____ Data under study

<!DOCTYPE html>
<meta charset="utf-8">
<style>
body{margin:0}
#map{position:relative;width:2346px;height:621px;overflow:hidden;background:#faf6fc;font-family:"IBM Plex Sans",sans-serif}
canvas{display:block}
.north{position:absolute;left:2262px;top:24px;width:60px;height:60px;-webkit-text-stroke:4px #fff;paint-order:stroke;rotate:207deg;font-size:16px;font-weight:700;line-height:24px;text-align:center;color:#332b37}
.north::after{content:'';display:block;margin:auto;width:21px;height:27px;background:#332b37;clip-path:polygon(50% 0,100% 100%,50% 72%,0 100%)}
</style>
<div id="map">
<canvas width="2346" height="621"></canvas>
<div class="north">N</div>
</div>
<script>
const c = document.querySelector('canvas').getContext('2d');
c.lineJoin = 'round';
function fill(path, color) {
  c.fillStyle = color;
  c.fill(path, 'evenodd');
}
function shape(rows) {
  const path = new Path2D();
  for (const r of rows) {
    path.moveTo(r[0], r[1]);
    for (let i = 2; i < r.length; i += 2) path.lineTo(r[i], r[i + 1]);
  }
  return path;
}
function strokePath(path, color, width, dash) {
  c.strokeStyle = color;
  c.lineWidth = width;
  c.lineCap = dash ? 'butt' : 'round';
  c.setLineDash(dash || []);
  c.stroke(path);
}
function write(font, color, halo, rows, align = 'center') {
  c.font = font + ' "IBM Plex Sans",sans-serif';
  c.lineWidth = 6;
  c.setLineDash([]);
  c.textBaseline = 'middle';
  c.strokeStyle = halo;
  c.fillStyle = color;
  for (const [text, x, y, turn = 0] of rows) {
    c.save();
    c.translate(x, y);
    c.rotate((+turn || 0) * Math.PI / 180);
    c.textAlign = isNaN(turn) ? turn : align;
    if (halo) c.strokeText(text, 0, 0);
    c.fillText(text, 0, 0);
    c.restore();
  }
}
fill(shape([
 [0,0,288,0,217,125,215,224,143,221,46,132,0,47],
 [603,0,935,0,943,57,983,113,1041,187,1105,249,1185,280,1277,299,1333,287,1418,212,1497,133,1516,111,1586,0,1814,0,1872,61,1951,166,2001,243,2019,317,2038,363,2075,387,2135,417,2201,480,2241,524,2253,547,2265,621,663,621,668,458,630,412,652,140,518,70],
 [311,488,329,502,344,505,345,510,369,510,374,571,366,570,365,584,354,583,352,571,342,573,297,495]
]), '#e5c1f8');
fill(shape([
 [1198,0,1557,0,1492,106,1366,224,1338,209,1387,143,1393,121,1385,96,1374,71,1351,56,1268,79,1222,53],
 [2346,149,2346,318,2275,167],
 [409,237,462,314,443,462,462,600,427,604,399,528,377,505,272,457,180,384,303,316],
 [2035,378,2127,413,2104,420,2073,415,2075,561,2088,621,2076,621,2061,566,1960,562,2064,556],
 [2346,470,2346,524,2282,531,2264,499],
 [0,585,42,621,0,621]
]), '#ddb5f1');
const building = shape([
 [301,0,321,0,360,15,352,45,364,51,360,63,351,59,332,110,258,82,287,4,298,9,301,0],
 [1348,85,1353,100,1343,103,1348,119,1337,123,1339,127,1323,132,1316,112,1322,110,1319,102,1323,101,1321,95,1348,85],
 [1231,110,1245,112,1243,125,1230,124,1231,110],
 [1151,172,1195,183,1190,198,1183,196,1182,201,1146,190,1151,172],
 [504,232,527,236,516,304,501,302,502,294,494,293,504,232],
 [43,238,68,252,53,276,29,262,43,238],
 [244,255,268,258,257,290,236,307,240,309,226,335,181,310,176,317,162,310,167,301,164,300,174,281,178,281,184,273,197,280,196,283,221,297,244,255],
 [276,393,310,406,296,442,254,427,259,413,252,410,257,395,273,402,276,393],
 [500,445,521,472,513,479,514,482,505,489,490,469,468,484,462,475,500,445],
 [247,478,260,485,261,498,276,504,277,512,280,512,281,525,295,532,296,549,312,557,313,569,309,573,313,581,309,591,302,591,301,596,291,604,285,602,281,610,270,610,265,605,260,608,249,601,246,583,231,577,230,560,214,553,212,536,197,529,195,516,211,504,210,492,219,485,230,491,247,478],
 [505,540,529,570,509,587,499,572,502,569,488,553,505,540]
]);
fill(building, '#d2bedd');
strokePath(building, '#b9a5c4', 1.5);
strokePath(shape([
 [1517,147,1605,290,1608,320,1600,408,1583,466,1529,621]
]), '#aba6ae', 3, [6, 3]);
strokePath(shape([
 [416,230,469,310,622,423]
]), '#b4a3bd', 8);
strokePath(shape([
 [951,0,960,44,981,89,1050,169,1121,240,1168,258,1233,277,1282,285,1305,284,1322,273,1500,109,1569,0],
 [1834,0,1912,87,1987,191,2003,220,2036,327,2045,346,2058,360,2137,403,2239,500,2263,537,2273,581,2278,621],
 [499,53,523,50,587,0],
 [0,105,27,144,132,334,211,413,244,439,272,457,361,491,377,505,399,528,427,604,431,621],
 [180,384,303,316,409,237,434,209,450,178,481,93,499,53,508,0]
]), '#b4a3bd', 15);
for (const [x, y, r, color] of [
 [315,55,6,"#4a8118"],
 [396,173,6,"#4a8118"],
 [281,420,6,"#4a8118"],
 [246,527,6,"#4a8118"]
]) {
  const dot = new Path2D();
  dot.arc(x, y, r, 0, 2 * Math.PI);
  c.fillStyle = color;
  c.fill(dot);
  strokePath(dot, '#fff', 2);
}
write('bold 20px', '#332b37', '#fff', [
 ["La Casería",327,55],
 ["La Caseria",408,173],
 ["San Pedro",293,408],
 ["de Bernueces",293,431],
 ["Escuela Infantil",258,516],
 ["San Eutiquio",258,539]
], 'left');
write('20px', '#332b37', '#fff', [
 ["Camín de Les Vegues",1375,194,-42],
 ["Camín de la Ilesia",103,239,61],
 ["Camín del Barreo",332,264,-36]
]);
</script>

________

What number of lines above include the string "Math"? State it and nothing else.

■ Exercise response:
2